Ph. D. candidate
Department of ECE, SNU, Seoul, Korea
Google scholar: profile
I am a Ph.D student majoring in computer vision at SNU computer vision lab, advised by prof. Kyoung Mu Lee.
I am interested in deep learning and low-level computer vision problems, especially visual quality enhancement.
My recent research topics include deblurring, super-resolution, neural network acceleration.
- Conference reviewer: CVPR, ICCV, ECCV, SIGGRAPH Asia
- Journal reviewer: IJCV, TIP, TMM, TNNLS, TVCJ, STSP, SPL
- Workshop co-organizer: NTIRE 2019, 2020, 2021, AIM 2019, 2020
Awards and Honors
- Outstanding reviewer: ECCV 2020
- Outstanding reviewer: ICCV 2019
- Highly cited paper award: Department of ECE, SNU, 2018
- Challenge winner & best paper: NTIRE 2017 Challenge on Single Image Super-Resolution
- I’m co-organizing the 6th NTIRE workshop and challenges in conjunction with CVPR 2021. I, Sanghyun Son, Suyoung Lee are in charge of image deblurring and video super-resolution challenge tracks. Image Deblurring Track 1. Low Resolution, Track 2. JPEG artifacts, Video Super-Resolution Track 1. Spatial, Track 2. Spatio-Temporal.
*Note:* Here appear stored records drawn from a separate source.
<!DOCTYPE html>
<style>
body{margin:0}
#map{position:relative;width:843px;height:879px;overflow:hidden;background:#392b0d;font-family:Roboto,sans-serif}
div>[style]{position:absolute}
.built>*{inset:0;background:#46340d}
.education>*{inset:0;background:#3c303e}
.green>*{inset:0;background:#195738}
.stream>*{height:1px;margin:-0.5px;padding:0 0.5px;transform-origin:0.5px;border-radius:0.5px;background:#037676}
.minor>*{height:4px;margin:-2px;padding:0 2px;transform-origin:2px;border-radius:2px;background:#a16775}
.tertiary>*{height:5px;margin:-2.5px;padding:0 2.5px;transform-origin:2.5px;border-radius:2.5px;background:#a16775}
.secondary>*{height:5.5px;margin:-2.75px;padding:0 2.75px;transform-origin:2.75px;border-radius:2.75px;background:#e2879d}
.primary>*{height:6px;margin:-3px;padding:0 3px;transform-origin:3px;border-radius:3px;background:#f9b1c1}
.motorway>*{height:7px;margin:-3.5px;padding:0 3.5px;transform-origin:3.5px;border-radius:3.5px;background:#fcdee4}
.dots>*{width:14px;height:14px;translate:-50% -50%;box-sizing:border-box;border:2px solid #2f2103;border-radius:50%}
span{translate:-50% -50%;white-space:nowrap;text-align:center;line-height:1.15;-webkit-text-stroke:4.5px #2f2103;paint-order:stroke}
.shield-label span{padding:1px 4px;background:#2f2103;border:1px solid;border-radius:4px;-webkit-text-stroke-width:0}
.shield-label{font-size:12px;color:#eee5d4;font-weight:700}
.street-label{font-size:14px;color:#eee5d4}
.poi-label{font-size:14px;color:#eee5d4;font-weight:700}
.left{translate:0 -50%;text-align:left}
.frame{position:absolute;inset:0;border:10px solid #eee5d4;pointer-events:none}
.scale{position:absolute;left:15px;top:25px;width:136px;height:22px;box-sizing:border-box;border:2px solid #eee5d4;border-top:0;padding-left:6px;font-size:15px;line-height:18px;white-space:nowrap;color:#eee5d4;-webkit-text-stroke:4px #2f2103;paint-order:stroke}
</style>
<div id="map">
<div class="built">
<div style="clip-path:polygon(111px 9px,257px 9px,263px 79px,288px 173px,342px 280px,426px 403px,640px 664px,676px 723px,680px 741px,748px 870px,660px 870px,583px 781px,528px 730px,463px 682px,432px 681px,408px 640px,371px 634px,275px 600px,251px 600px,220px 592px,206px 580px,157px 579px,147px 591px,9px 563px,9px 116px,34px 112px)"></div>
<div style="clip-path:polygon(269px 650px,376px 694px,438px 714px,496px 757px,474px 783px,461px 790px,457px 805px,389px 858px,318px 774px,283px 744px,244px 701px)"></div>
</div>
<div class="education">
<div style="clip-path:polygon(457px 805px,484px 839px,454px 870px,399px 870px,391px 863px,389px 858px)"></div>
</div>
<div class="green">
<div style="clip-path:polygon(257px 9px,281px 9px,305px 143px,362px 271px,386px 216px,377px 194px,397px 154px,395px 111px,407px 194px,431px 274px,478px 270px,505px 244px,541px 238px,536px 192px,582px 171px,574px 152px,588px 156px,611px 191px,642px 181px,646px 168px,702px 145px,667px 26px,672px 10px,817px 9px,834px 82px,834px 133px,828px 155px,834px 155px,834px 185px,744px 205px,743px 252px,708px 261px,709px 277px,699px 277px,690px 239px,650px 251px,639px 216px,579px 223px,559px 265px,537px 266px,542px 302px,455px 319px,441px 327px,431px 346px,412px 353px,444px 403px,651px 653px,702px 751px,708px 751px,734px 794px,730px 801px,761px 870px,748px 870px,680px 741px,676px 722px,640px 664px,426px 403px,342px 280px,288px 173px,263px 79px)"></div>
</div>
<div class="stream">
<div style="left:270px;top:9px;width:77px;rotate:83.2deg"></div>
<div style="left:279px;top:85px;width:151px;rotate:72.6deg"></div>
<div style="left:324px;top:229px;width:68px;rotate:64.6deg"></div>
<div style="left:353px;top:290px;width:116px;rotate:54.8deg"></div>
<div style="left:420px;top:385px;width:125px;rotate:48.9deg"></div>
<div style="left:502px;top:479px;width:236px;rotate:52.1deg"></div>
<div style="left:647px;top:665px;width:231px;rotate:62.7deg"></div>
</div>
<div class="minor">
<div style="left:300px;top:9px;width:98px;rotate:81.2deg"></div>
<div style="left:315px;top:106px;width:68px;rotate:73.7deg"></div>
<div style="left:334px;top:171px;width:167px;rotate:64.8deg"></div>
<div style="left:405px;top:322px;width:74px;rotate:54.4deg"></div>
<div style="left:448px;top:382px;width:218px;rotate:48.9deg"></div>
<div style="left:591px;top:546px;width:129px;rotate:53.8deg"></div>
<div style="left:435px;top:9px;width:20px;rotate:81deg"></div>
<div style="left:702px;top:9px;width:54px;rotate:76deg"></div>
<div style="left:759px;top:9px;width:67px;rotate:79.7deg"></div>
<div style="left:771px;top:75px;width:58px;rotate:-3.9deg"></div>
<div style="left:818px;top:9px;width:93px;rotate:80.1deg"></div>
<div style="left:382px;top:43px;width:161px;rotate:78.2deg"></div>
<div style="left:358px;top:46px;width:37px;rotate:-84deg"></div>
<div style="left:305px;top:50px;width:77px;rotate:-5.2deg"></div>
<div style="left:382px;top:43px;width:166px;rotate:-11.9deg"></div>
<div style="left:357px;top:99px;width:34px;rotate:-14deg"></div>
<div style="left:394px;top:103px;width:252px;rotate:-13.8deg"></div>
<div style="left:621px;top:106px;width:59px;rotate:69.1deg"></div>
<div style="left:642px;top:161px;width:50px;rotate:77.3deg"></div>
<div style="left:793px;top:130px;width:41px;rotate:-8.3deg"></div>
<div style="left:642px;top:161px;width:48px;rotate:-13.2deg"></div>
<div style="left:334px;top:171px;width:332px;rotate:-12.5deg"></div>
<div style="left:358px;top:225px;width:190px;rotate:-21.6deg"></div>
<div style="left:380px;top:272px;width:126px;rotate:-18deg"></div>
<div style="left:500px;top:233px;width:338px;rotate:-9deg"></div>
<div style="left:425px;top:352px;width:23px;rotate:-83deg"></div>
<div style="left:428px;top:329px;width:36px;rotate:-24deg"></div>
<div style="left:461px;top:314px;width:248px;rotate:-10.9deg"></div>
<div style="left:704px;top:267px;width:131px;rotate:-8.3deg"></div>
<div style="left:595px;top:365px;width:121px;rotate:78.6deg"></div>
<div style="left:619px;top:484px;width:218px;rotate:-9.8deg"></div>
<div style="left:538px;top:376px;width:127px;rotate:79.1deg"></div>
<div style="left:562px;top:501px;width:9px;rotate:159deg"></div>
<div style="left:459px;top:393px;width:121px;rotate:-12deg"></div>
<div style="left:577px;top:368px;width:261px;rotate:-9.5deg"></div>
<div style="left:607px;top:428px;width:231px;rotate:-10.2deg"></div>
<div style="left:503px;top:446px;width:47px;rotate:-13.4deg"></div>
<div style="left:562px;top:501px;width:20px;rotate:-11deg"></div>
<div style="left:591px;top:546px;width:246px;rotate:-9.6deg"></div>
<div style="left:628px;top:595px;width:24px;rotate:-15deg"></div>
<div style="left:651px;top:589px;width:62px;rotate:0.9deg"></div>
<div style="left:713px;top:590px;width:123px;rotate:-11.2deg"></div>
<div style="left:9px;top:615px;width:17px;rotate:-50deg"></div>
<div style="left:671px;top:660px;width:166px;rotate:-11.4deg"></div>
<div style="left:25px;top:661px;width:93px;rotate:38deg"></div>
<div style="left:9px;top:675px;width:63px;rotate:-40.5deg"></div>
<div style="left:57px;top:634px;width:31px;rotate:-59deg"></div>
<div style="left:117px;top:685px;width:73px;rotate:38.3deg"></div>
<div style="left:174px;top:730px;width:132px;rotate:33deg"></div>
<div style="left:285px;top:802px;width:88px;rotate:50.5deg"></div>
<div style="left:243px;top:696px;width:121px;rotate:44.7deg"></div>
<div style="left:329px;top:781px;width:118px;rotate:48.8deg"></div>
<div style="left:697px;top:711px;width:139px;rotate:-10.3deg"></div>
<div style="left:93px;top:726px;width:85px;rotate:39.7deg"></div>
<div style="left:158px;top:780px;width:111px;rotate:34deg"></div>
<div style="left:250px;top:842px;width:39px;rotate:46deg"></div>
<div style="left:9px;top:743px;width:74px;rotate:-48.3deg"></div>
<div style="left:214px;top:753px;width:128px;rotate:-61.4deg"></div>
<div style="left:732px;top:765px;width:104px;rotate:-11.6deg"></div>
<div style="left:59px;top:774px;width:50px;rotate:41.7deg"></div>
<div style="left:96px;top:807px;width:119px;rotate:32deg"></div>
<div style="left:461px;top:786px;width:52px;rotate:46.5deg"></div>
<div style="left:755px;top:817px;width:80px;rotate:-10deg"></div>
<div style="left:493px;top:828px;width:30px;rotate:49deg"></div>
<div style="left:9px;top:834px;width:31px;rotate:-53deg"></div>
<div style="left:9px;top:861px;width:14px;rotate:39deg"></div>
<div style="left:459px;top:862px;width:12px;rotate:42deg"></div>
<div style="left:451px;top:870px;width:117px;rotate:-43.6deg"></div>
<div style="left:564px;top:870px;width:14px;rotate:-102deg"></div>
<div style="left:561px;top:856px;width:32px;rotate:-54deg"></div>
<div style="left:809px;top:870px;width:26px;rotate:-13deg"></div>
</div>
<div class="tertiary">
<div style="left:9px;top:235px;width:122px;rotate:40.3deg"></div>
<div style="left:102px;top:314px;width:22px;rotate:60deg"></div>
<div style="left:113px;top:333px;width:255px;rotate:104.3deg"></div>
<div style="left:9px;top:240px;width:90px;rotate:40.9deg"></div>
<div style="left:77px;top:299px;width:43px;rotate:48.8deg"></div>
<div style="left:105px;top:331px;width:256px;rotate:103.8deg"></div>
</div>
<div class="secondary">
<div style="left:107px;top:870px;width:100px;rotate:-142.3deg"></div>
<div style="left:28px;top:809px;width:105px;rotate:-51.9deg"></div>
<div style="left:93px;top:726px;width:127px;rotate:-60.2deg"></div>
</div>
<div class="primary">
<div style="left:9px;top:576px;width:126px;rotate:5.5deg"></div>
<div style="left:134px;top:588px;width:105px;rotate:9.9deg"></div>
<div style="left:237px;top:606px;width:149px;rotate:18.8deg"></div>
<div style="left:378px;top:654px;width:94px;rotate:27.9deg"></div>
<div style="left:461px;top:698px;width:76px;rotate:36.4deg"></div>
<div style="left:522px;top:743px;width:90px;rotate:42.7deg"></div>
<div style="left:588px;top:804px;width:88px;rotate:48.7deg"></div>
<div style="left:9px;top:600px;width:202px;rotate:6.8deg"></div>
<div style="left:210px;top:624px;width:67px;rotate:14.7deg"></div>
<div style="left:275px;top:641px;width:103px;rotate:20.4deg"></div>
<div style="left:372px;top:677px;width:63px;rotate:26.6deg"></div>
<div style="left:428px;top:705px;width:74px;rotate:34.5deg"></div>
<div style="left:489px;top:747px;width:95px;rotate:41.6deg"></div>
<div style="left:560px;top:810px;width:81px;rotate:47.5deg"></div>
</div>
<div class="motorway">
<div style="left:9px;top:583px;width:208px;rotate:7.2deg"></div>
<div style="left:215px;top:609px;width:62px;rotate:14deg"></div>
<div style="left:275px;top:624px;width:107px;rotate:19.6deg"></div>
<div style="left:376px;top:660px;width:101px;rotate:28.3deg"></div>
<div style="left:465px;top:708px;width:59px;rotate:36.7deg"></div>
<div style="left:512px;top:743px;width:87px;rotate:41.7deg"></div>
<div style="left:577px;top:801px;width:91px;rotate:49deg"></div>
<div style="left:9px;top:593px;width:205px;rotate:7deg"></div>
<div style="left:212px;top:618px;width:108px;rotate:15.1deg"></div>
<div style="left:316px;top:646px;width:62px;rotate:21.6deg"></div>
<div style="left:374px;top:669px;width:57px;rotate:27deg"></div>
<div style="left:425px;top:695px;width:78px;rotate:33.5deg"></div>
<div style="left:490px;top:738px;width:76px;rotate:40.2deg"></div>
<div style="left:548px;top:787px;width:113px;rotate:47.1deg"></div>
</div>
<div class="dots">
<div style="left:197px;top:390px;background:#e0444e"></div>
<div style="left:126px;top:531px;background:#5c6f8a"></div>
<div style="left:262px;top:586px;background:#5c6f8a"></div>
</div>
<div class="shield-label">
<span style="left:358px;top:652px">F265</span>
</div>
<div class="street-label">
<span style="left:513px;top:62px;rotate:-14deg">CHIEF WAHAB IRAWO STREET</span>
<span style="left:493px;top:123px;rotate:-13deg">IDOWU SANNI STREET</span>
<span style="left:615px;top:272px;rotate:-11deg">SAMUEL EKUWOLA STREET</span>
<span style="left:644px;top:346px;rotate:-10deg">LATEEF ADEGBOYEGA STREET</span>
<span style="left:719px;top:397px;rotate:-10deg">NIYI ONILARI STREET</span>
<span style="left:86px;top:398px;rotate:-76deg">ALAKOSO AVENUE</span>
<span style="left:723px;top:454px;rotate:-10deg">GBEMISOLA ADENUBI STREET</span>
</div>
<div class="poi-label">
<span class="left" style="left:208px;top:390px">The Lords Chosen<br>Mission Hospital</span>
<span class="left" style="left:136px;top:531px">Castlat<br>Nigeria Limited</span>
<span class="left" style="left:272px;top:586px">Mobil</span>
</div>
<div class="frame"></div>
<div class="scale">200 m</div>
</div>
- I’m co-organizing the 2nd AIM workshop and challenges in conjunction with ECCV 2020. Sanghyun Son, I and Jaerin Lee are in charge of Video Temporal Super-Resolution Challenge.
- I’m co-organizing the 5th NTIRE workshop and challenges in conjunction with CVPR 2020. I and Sanghyun Son are in charge of Image/Video Deblurring challenge tracks. Track 1: Image deblurring, Track 2: Image deblurring on mobile devices, Track 3: Video deblurring.
- I’m co-organizing the 1st AIM workshop and challenges in conjunction with ICCV 2019. I and Sanghyun Son are in charge of Video Temporal Super-Resolution Challenge.
- REDS dataset for video deblurring/super-resolution is available!
- I co-organized the 4th NTIRE workshop and challenges in conjunction with CVPR 2019. Many thanks to my colleagues, Sungyong Baik, Seokil Hong, Gyeongsik Moon, Sanghyun Son, Radu Timofte and Kyoung Mu Lee for collecting, processing and releasing the REDS dataset together.